Each line below needs to be repeated precisely as it is.

Stored data:
*** Block opens ***

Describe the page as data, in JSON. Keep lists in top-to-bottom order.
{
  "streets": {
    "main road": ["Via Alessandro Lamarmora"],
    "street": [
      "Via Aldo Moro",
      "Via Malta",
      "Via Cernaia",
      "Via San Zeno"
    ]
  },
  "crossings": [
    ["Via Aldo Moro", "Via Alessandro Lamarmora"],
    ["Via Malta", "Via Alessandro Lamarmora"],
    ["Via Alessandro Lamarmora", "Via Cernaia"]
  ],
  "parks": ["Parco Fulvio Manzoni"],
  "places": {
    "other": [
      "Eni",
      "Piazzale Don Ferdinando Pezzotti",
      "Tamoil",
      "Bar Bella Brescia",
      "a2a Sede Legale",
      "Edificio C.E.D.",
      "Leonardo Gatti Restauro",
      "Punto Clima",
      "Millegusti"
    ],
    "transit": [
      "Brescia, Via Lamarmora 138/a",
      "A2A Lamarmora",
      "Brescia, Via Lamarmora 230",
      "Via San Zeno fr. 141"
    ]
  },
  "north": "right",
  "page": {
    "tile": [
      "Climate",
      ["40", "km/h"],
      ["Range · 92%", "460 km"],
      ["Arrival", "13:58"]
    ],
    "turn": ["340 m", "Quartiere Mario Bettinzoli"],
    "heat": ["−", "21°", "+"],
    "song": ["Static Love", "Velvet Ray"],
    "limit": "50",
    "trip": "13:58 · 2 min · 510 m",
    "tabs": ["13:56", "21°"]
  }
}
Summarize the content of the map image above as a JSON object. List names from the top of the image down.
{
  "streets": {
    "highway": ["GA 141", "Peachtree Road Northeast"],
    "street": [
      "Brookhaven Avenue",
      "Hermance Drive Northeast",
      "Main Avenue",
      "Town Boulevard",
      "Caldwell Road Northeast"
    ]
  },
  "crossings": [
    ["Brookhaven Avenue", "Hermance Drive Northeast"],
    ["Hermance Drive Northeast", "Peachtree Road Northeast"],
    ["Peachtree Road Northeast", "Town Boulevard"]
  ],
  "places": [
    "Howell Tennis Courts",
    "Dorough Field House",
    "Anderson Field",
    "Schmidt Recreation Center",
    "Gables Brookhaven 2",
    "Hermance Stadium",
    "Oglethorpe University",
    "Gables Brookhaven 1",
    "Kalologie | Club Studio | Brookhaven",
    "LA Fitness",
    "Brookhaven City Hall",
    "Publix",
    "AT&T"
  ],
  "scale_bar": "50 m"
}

*** Block closes ***

EXERCISE ANSWER:
Describe the page as data, in JSON. Keep lists in top-to-bottom order.
{
  "streets": {
    "main road": ["Via Alessandro Lamarmora"],
    "street": [
      "Via Aldo Moro",
      "Via Malta",
      "Via Cernaia",
      "Via San Zeno"
    ]
  },
  "crossings": [
    ["Via Aldo Moro", "Via Alessandro Lamarmora"],
    ["Via Malta", "Via Alessandro Lamarmora"],
    ["Via Alessandro Lamarmora", "Via Cernaia"]
  ],
  "parks": ["Parco Fulvio Manzoni"],
  "places": {
    "other": [
      "Eni",
      "Piazzale Don Ferdinando Pezzotti",
      "Tamoil",
      "Bar Bella Brescia",
      "a2a Sede Legale",
      "Edificio C.E.D.",
      "Leonardo Gatti Restauro",
      "Punto Clima",
      "Millegusti"
    ],
    "transit": [
      "Brescia, Via Lamarmora 138/a",
      "A2A Lamarmora",
      "Brescia, Via Lamarmora 230",
      "Via San Zeno fr. 141"
    ]
  },
  "north": "right",
  "page": {
    "tile": [
      "Climate",
      ["40", "km/h"],
      ["Range · 92%", "460 km"],
      ["Arrival", "13:58"]
    ],
    "turn": ["340 m", "Quartiere Mario Bettinzoli"],
    "heat": ["−", "21°", "+"],
    "song": ["Static Love", "Velvet Ray"],
    "limit": "50",
    "trip": "13:58 · 2 min · 510 m",
    "tabs": ["13:56", "21°"]
  }
}
Summarize the content of the map image above as a JSON object. List names from the top of the image down.
{
  "streets": {
    "highway": ["GA 141", "Peachtree Road Northeast"],
    "street": [
      "Brookhaven Avenue",
      "Hermance Drive Northeast",
      "Main Avenue",
      "Town Boulevard",
      "Caldwell Road Northeast"
    ]
  },
  "crossings": [
    ["Brookhaven Avenue", "Hermance Drive Northeast"],
    ["Hermance Drive Northeast", "Peachtree Road Northeast"],
    ["Peachtree Road Northeast", "Town Boulevard"]
  ],
  "places": [
    "Howell Tennis Courts",
    "Dorough Field House",
    "Anderson Field",
    "Schmidt Recreation Center",
    "Gables Brookhaven 2",
    "Hermance Stadium",
    "Oglethorpe University",
    "Gables Brookhaven 1",
    "Kalologie | Club Studio | Brookhaven",
    "LA Fitness",
    "Brookhaven City Hall",
    "Publix",
    "AT&T"
  ],
  "scale_bar": "50 m"
}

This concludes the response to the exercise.